Die denkbar kürzeste Definition könnte lauten: Um Trivialwissen handelt es sich, wenn absolut jeder verständige Mensch einer Aussage zustimmen oder sie zumindest annehmen würde. Beispiel: Die Erde ist eine Kugel. Jeder? Verständige? Wir stehen selbst hier erneut vor einem Problem. Entweder ist dieses Wissenspartikel nicht trivial oder der Mensch, der es bestreitet, ist nicht verständig. Noch einmal also: Was sind denn jetzt Trivia, und warum muss man die mit einem Tag bedenken?

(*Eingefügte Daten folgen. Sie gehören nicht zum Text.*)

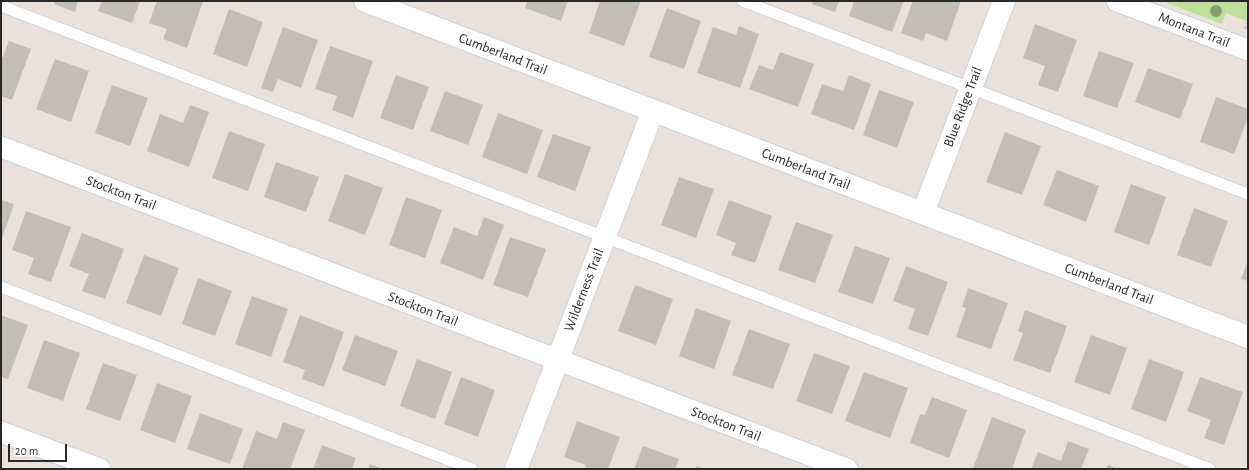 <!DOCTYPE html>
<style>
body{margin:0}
#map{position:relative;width:1249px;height:470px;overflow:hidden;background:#ebe1db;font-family:"Alegreya Sans",sans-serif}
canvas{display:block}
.frame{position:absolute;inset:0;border:2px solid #292929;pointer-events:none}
.scale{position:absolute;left:8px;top:444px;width:59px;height:18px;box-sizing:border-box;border:2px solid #292929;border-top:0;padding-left:5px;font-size:12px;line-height:14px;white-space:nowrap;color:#292929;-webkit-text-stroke:3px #fff;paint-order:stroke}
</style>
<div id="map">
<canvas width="1249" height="470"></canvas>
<div class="frame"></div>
<div class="scale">20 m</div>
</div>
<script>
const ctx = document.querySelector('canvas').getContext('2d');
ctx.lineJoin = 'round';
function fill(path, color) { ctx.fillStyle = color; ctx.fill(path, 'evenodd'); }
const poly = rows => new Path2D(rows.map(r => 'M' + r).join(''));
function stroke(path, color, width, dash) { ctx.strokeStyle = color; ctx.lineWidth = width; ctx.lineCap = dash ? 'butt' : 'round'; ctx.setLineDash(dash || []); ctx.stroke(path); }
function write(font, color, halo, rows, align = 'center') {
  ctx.font = font + ' "Alegreya Sans",sans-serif'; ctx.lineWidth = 4; ctx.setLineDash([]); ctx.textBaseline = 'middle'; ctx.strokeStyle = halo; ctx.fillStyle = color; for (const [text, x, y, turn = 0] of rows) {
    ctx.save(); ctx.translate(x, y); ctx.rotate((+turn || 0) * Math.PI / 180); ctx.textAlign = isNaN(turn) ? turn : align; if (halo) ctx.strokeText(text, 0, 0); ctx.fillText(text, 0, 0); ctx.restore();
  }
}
const green = poly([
 [1162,1,1248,1,1248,19,1247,21,1226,13,1222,24]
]);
const building = poly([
 [55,1,78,1,75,12,54,4],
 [102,1,140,1,132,23,98,11],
 [157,1,203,1,187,48,163,39,167,29,149,23],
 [527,1,568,1,561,21,525,8],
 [600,1,641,1,624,46,589,33],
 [813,1,839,1,835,12,812,4],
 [854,1,904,1,892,32,849,16],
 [913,1,961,1,947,41,926,33,923,41,901,33],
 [667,8,701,21,684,69,649,57],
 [229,9,263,22,247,67,213,54],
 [1035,24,1077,40,1058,92,1038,85,1045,66,1023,58],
 [739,26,759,34,740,88,697,73,713,27,736,35],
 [283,27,318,40,301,88,278,79,273,92,261,88],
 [9,41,31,49,12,100,1,96,1,57,3,57],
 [330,46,373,61,353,118,332,110,337,96,315,89],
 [1099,51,1134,63,1117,108,1083,96],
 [780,52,814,64,798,107,749,89,759,65,773,70],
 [55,59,89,71,71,122,36,109],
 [1148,68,1193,84,1180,119,1135,102],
 [396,75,429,87,413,130,380,118],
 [849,75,871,84,854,130,811,114,822,84,843,91],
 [112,85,148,98,130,146,95,133],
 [879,90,914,102,897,148,863,135],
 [445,91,483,105,468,145,430,131],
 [1216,97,1248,109,1248,117,1234,154,1200,142],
 [190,105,209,112,189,167,147,151,160,114,183,123],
 [498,113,543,130,527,174,482,157],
 [229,131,265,144,248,191,212,178],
 [1005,132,1041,146,1022,195,986,182],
 [553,134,591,147,575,191,537,177],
 [276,162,319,177,306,212,264,197],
 [1057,170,1099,186,1086,222,1043,205],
 [345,174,383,188,365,235,328,221],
 [679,177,714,189,696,238,661,225],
 [1131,184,1166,197,1149,245,1114,232],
 [406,197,442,210,425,258,389,245],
 [1,200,14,204,1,241],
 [729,200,772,216,755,263,731,255,736,243,716,235],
 [1194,208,1228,221,1211,267,1177,255],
 [26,211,71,227,51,282,28,274,34,258,12,250],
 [484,217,504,225,483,280,440,263,454,227,477,236],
 [796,222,833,235,815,283,778,270],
 [82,233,124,249,105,299,82,291,89,274,69,266],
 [510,237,546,249,528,297,493,285],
 [855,246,890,258,873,304,838,292],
 [144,255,179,268,161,316,126,303],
 [1248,260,1248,281,1241,279],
 [906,266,948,282,928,336,908,329,915,309,893,301],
 [198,278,232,291,215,336,182,324],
 [635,285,673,299,656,345,618,331],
 [968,288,1008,303,991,349,956,337,966,308,962,307],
 [252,296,288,309,271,357,235,344],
 [696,308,731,321,714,369,679,356],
 [1025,310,1067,326,1050,373,1013,360,1023,333,1018,331],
 [1,315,28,325,8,379,1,377],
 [300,315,344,332,324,387,302,379,305,370,283,362],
 [749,329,790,344,773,389,732,375],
 [355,335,398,351,385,386,342,370],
 [1091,335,1127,348,1110,395,1074,382],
 [44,340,80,353,63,401,27,388],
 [814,353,850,366,832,414,796,401],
 [417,359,452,372,435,419,400,406],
 [1149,359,1184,372,1166,422,1131,409],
 [103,363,137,375,120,421,86,409],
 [864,372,908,388,890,438,845,421],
 [461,377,495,390,478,437,444,424],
 [1200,377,1243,392,1224,445,1204,438,1211,420,1187,411],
 [157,383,192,396,175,443,140,430],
 [932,397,967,410,949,458,910,443,920,414,925,415],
 [200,413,243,429,230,464,187,449],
 [992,417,1026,430,1012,469,977,469,973,468],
 [577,421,620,437,608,469,585,469,586,465,564,457],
 [283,422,305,430,290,469,242,469,256,431,277,439],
 [1068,441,1089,449,1081,469,1031,469,1038,452,1061,461],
 [322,445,356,458,352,469,313,469],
 [643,446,679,459,675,469,634,469],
 [370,464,383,469,368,469],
 [1108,465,1118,469,1106,469],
 [696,466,705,469,695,469]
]);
const path = poly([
 [1245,29,1248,22]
]);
const lane = poly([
 [743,1,1248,194],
 [1,6,1210,469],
 [1,287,472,469]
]);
const street = poly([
 [1117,1,1248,50],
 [1,147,558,360,847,469],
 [1,432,100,469]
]);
const secondary = poly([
 [365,1,1248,337],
 [923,213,1004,1],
 [516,469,653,111]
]);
const trees = [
 [1216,11]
];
const streetNames = [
 ["Montana Trail",1194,30,21],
 ["Cumberland Trail",503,54,21],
 ["Blue Ridge Trail",963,107,-69],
 ["Cumberland Trail",806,169,21],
 ["Stockton Trail",121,193,21],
 ["Cumberland Trail",1109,284,21],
 ["Wilderness Trail",584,290,-69],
 ["Stockton Trail",423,309,21],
 ["Stockton Trail",726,424,21]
];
fill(green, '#bee099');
fill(building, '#c3bdb7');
stroke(lane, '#cad0db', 13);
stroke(street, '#cad0db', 23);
stroke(secondary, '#cad0db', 24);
stroke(path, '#c3c3c3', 2.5, [3, 2]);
stroke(lane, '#fff', 11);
stroke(street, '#fff', 21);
stroke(secondary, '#fff', 22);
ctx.fillStyle = '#899c72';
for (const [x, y] of trees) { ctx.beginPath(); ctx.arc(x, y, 6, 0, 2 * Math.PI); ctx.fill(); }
write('14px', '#292929', '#fff', streetNames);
</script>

Nähern wir uns einer Antwort mit einem weiteren Beispiel, es lautet: „Nehmen Sie einen Hamster, der nicht aufhört zu wachsen. Der normale Hamster verdoppelt jede Woche sein Gewicht, bis er etwa zwei Monate alt ist. Wenn er dann nicht aufhört und sein Gewicht weiter verdoppelt, hätten Sie nach einem Jahr einen Hamster von einer Milliarde Tonnen Gewicht, der an einem einzigen Tag die weltweite Maisproduktion eines ganzen Jahres auffressen könnte.“
Man könnte sagen: ein klassisches Beispiel für ein absolut irrelevantes Wissenspartikel, weil es in seiner Extrapolation einer völlig ausgeschlossenen Entwicklung eine reine Spielerei darstellt. Mithin handelt es sich aufgrund der unsinnigen Prämissen um nutzloses Wissen.

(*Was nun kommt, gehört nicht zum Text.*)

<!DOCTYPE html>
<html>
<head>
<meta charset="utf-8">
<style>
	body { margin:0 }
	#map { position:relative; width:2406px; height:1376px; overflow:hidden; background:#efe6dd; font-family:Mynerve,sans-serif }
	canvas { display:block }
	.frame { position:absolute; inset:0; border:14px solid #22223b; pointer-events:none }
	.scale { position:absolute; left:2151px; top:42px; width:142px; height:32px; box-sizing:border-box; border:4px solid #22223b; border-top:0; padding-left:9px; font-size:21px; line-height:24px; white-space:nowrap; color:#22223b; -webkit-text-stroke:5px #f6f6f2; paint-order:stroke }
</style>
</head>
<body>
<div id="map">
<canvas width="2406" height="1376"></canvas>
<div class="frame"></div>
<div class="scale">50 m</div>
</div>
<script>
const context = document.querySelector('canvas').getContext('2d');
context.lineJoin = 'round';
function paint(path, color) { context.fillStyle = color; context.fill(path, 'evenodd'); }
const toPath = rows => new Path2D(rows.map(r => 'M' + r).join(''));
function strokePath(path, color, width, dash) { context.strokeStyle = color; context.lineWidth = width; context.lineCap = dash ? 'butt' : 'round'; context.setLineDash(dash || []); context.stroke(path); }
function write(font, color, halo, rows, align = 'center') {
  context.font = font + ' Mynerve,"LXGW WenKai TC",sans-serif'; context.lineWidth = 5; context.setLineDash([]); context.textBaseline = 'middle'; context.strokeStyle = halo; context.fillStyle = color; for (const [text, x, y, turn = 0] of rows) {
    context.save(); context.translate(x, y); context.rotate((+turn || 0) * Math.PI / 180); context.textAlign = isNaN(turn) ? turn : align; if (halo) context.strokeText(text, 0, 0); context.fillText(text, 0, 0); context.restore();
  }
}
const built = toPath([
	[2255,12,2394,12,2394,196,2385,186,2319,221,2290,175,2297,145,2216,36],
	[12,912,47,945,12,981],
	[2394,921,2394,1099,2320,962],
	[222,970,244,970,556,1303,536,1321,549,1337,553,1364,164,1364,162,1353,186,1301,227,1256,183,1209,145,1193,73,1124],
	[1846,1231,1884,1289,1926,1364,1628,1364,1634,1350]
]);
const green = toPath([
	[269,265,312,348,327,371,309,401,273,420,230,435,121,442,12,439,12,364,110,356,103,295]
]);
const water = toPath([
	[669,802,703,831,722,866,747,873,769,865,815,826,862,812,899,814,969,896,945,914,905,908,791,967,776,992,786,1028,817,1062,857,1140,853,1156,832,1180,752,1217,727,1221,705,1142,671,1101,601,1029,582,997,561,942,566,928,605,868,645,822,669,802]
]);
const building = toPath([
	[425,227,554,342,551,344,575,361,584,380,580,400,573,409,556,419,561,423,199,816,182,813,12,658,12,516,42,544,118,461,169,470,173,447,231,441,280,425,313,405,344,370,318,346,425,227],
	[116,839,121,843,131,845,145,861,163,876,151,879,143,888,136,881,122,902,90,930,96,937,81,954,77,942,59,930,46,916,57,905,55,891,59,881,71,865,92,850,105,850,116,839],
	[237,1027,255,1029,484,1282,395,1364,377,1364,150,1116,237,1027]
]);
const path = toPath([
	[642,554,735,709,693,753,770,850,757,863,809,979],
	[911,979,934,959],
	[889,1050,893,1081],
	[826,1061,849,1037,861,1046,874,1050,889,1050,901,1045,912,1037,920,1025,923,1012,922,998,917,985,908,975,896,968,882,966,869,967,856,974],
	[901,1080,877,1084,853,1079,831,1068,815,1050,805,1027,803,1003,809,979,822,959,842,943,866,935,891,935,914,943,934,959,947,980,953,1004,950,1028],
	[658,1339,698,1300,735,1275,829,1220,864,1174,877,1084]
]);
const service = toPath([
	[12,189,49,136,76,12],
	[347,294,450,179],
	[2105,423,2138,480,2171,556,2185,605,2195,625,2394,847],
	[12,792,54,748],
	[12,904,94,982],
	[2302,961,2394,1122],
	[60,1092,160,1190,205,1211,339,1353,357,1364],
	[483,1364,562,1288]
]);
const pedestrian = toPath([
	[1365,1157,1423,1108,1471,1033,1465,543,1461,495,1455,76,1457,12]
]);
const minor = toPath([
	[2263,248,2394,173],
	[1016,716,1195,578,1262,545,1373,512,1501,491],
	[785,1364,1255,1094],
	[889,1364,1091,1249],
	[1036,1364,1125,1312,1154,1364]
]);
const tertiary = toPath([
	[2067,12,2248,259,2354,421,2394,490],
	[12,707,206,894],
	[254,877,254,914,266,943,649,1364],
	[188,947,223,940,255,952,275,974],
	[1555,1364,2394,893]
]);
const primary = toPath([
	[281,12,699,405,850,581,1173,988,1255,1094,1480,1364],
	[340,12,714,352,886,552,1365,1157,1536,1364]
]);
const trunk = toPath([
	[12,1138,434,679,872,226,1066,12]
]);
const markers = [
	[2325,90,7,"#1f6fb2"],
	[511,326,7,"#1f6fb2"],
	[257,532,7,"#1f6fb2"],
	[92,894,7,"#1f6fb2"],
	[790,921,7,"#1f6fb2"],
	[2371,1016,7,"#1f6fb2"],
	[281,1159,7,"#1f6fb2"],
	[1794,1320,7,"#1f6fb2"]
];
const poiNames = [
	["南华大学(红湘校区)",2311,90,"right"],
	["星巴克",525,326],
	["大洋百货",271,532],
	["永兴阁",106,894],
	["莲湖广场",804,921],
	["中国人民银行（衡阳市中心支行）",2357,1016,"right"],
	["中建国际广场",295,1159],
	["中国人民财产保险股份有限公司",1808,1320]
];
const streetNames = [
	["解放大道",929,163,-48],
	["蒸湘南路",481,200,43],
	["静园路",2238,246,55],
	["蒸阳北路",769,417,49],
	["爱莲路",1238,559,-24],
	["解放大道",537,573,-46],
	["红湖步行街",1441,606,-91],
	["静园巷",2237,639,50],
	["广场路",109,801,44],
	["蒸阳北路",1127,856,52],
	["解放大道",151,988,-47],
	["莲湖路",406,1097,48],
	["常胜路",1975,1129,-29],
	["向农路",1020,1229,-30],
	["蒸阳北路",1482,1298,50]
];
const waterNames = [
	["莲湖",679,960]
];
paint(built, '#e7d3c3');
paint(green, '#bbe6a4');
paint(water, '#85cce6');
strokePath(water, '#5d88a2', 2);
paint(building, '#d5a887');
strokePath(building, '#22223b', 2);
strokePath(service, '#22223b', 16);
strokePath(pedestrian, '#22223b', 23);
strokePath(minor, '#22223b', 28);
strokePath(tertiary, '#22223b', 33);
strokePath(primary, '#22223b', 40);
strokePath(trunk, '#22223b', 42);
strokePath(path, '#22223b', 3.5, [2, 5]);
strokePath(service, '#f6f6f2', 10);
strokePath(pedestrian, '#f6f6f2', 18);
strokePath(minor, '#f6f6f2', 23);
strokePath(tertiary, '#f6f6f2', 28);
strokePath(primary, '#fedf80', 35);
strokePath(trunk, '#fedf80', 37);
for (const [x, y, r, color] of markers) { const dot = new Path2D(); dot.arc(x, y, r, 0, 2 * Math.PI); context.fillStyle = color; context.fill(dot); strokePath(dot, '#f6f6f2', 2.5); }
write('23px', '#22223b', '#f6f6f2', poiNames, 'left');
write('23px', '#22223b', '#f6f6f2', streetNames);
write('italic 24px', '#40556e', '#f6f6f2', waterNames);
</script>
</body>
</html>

Das gilt aber nur, solange es jenseits jeglichen spezifischen Kontext steht, also etwa in einem Partygespräch, in dem eine solche Aussage als Eisbrecher dient. Gibt man aber Kontext dazu, sieht die Sache ganz anders aus: Das Zitat stammt von Andrew Simms, seines Zeichens Mitarbeiter am Zentrum für globale politische Wirtschaftsforschung der Universität von Sussex und ein Fellow an der New Economics Foundation; also ein Ökonom, ein Experte mit hohen akademischen Weihen. Warum redet er solch einen 'Bullshit'? Klarer wird der Zusammenhang, wenn man weiß, dass seine Worte völlig isoliert in einer Satiresendung des Fernsehens auftauchen [extra 3, NDR-Fernsehen, 30.10.2019], die hier ganz und gar unkommentiert bleiben – also immer noch 'Bullshit' sind und im Grunde allenfalls der Bloßstellung von Expertenwissen dient.
Tatsächlich entstammt der Ausschnitt einer langen Dokumentation des Senders arte über Sinn und Unsinn grenzenlosen Wachstums. [„Wachstum, was nun?“, arte, 10.9.2019] Erfährt man darüber hinaus noch zusätzlich, dass Simms den Earth Overshoot Day (Welterschöpfungstag, Erdüberlastungstag) initiierte, mit dem jedes Jahr das Datum neu bestimmt wird, an dem die Nachfrage nach nachwachsenden Rohstoffen die Reproduktionsfähigkeit der Erde zu übersteigen beginnt, dann ist klar, dass der Ökonom zu einem der heftigsten Kritiker der Logik bedingungslosen Wachstums zählt. Außerdem entwickelt er Auswege aus der Klimakrise und unterstützt Extinction Rebellion, die Bewegung, die Kampagnen zu zivilem Ungehorsam in der Klimafrage organisiert. So ahnt man, dass Simms auf den ersten Blick unsinnige Hamster-Aussage zu einem Modell greift, mit dem er die fatalen Folgen von als alternativlos propagierten Reproduktionskreisläufen illustrieren will.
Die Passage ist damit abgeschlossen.